#### Task details
Scan the data below and copy each line where "strokeStyle" occurs.

#### Dataset records

== Segment start ==

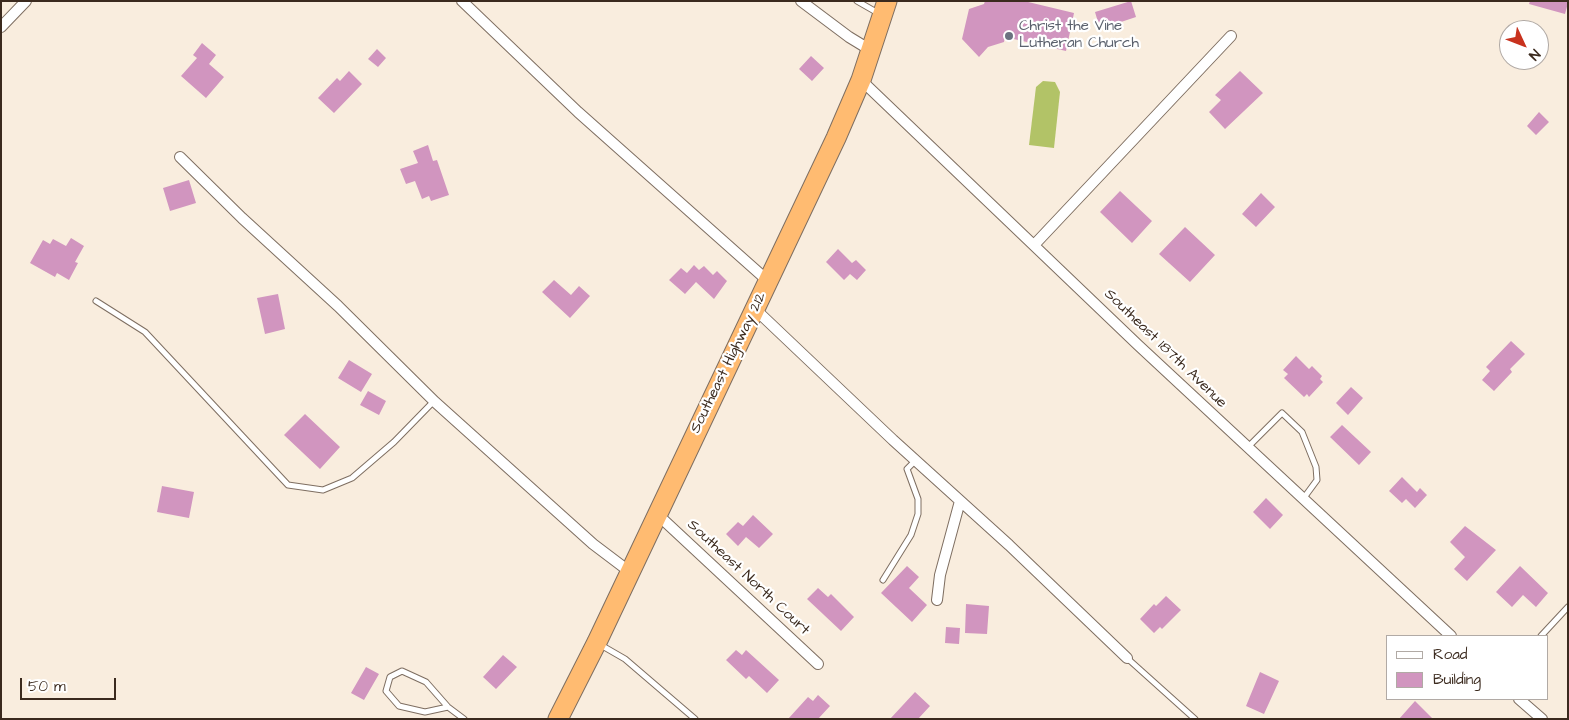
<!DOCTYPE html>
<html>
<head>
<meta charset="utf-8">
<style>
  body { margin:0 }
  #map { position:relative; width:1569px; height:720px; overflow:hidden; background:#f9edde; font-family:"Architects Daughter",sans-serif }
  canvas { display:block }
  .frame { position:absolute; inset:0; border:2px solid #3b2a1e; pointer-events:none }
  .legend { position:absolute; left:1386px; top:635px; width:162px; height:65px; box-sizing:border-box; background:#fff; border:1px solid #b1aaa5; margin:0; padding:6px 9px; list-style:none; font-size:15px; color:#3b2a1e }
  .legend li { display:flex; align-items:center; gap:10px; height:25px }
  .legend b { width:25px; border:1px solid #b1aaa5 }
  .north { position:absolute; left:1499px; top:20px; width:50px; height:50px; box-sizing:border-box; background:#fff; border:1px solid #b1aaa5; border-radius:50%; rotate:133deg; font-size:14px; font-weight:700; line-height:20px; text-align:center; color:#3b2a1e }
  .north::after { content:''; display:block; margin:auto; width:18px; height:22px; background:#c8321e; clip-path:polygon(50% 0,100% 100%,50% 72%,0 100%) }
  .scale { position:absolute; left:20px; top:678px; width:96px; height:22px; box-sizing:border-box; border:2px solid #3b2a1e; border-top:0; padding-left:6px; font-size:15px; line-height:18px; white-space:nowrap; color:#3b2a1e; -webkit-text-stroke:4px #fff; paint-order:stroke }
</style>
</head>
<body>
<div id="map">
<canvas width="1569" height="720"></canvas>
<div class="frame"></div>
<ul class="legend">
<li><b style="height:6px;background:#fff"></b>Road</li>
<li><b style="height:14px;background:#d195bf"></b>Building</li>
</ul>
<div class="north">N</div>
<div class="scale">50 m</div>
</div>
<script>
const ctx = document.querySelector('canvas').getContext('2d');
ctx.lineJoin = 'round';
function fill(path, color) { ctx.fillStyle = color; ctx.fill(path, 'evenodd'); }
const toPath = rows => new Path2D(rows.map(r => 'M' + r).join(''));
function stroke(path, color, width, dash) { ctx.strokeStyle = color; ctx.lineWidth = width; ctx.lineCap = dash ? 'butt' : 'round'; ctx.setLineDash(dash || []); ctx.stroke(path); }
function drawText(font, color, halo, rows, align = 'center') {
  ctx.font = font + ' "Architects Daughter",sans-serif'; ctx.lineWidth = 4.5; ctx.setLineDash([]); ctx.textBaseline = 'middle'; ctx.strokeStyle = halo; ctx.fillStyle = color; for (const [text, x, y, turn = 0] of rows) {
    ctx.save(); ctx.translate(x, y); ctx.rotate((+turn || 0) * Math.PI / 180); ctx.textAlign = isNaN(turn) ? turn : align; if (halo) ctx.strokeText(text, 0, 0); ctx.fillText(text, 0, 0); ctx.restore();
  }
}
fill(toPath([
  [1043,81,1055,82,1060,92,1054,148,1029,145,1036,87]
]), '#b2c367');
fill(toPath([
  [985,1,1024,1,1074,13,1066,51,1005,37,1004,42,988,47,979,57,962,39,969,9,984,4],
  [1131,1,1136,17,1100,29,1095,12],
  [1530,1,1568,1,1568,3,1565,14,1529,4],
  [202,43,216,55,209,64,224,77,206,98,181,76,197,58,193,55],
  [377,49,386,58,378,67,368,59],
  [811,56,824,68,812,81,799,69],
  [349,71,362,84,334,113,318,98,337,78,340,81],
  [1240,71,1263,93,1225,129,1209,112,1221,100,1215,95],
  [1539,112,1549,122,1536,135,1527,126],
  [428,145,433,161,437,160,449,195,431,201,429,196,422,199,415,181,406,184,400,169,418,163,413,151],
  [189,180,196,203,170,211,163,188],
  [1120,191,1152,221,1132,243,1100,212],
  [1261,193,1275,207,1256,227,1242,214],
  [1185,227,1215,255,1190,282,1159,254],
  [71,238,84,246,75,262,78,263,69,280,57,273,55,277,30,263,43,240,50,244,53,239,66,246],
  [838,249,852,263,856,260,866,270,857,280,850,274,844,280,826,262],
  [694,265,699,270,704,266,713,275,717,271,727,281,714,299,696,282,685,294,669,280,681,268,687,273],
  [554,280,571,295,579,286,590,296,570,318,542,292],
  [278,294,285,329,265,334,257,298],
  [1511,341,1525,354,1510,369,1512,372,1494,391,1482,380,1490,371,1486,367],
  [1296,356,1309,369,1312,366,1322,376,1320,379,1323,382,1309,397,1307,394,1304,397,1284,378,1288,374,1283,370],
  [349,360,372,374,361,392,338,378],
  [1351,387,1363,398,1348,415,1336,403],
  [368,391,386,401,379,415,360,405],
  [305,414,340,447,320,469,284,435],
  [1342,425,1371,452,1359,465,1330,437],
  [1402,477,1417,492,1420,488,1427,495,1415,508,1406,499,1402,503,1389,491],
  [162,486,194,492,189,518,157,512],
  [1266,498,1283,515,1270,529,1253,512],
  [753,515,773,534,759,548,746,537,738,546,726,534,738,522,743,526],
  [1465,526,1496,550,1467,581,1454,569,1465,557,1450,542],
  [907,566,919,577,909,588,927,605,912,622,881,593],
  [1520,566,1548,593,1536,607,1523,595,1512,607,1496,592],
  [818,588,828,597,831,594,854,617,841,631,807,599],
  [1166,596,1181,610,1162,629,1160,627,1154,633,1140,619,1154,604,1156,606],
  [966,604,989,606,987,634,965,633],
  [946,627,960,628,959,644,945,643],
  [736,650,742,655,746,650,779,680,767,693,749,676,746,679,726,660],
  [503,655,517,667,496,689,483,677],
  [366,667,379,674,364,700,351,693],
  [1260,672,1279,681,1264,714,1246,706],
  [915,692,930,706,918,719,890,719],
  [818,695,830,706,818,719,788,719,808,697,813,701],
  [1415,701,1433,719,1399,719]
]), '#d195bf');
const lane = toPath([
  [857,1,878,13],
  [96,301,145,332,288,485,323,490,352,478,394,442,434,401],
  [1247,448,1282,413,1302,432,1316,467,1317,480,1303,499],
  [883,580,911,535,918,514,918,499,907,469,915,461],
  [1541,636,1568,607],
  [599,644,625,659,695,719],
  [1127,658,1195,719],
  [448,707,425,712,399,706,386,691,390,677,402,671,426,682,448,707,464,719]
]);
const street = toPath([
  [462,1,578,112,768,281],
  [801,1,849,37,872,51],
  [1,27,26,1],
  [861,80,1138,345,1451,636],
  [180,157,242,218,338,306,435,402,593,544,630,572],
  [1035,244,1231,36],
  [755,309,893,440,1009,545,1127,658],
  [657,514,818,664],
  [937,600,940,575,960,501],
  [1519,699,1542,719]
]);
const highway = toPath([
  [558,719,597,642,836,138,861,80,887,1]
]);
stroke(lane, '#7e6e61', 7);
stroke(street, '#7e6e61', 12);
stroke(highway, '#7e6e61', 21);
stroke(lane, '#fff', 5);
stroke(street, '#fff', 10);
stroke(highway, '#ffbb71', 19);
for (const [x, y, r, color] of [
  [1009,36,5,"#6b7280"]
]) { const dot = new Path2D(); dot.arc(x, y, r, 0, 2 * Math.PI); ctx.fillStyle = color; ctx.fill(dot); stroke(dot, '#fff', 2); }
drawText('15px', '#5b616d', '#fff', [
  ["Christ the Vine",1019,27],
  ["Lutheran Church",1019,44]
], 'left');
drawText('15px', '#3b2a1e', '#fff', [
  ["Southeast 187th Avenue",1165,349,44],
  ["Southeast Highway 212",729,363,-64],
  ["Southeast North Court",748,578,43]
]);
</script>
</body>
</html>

== Segment end ==
== Segment start ==

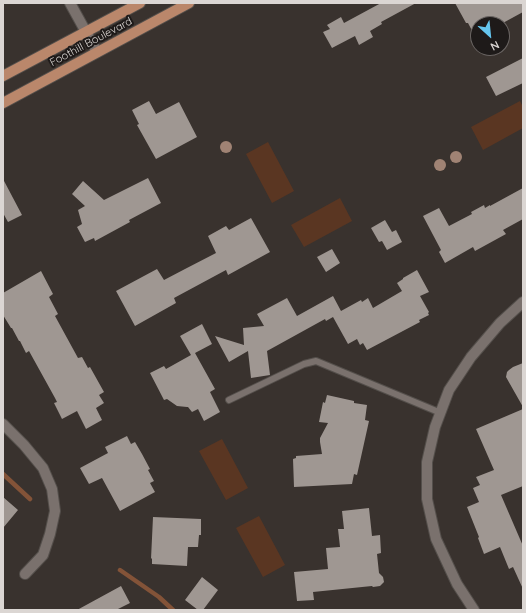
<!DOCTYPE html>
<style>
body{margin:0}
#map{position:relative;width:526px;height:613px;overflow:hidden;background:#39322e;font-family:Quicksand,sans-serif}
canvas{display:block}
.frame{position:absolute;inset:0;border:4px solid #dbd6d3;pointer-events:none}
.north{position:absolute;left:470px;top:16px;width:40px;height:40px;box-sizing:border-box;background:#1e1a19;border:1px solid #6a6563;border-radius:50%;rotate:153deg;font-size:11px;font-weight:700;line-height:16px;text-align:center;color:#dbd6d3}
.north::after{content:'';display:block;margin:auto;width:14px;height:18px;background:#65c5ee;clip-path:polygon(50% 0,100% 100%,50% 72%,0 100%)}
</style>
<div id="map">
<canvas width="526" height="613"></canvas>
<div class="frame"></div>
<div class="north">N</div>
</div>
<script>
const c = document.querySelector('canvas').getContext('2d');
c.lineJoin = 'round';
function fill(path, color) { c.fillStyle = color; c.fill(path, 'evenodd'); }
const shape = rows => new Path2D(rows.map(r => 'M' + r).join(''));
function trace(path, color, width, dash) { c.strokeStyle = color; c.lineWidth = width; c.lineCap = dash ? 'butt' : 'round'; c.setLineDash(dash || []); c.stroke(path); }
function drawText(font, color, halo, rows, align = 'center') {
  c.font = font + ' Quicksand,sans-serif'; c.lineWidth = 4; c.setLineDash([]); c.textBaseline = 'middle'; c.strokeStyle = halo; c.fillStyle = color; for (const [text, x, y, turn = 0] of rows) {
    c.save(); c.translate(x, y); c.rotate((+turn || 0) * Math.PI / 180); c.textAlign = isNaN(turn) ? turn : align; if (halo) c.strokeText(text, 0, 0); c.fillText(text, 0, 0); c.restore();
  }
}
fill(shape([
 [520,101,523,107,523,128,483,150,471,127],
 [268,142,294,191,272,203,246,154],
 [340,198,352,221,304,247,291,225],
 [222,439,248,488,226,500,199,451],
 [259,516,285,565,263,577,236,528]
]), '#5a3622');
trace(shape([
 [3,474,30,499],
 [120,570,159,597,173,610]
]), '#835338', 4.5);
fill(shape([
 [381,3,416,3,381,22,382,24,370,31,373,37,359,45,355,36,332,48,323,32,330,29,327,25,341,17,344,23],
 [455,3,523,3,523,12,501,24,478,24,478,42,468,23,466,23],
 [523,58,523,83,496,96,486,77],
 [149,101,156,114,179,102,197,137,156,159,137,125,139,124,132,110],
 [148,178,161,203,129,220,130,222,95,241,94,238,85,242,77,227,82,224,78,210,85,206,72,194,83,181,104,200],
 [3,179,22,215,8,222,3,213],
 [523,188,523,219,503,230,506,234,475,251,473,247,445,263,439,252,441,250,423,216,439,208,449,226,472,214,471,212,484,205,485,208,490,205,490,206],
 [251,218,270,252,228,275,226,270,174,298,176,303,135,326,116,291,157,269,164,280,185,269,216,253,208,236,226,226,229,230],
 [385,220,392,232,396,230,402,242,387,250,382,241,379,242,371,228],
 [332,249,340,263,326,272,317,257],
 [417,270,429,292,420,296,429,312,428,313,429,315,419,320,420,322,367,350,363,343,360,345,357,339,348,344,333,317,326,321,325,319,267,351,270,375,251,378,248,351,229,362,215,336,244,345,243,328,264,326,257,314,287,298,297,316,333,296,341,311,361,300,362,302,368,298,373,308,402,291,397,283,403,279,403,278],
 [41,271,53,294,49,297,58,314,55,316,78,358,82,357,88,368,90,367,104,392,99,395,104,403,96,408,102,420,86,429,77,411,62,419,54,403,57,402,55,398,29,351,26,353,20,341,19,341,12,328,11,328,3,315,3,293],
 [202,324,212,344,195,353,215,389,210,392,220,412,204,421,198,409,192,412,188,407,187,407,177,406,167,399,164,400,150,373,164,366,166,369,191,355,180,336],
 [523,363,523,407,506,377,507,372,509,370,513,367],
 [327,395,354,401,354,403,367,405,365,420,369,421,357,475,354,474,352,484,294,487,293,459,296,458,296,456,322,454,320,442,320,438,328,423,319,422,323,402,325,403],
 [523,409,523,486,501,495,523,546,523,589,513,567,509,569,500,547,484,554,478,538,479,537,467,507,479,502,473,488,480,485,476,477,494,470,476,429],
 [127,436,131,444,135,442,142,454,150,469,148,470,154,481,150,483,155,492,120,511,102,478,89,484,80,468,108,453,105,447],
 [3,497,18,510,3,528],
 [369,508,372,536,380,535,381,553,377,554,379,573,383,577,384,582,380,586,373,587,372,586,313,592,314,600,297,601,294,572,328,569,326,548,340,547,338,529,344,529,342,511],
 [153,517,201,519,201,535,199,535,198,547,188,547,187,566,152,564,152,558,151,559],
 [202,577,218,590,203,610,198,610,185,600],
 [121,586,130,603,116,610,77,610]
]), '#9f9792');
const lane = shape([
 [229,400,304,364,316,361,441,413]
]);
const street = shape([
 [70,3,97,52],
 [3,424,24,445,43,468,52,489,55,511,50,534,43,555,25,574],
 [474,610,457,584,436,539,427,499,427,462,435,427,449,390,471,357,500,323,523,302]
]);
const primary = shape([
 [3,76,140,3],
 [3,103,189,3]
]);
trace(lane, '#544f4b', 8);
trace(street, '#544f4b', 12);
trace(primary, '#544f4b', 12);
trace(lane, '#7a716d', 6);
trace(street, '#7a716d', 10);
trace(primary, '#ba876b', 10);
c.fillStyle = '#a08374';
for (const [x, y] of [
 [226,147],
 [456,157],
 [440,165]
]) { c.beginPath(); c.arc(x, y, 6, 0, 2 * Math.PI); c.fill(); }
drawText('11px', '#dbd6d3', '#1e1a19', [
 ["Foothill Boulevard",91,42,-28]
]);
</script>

== Segment end ==

#### Answer below
function stroke(path, color, width, dash) { ctx.strokeStyle = color; ctx.lineWidth = width; ctx.lineCap = dash ? 'butt' : 'round'; ctx.setLineDash(dash || []); ctx.stroke(path); }
  ctx.font = font + ' "Architects Daughter",sans-serif'; ctx.lineWidth = 4.5; ctx.setLineDash([]); ctx.textBaseline = 'middle'; ctx.strokeStyle = halo; ctx.fillStyle = color; for (const [text, x, y, turn = 0] of rows) {
function trace(path, color, width, dash) { c.strokeStyle = color; c.lineWidth = width; c.lineCap = dash ? 'butt' : 'round'; c.setLineDash(dash || []); c.stroke(path); }
  c.font = font + ' Quicksand,sans-serif'; c.lineWidth = 4; c.setLineDash([]); c.textBaseline = 'middle'; c.strokeStyle = halo; c.fillStyle = color; for (const [text, x, y, turn = 0] of rows) {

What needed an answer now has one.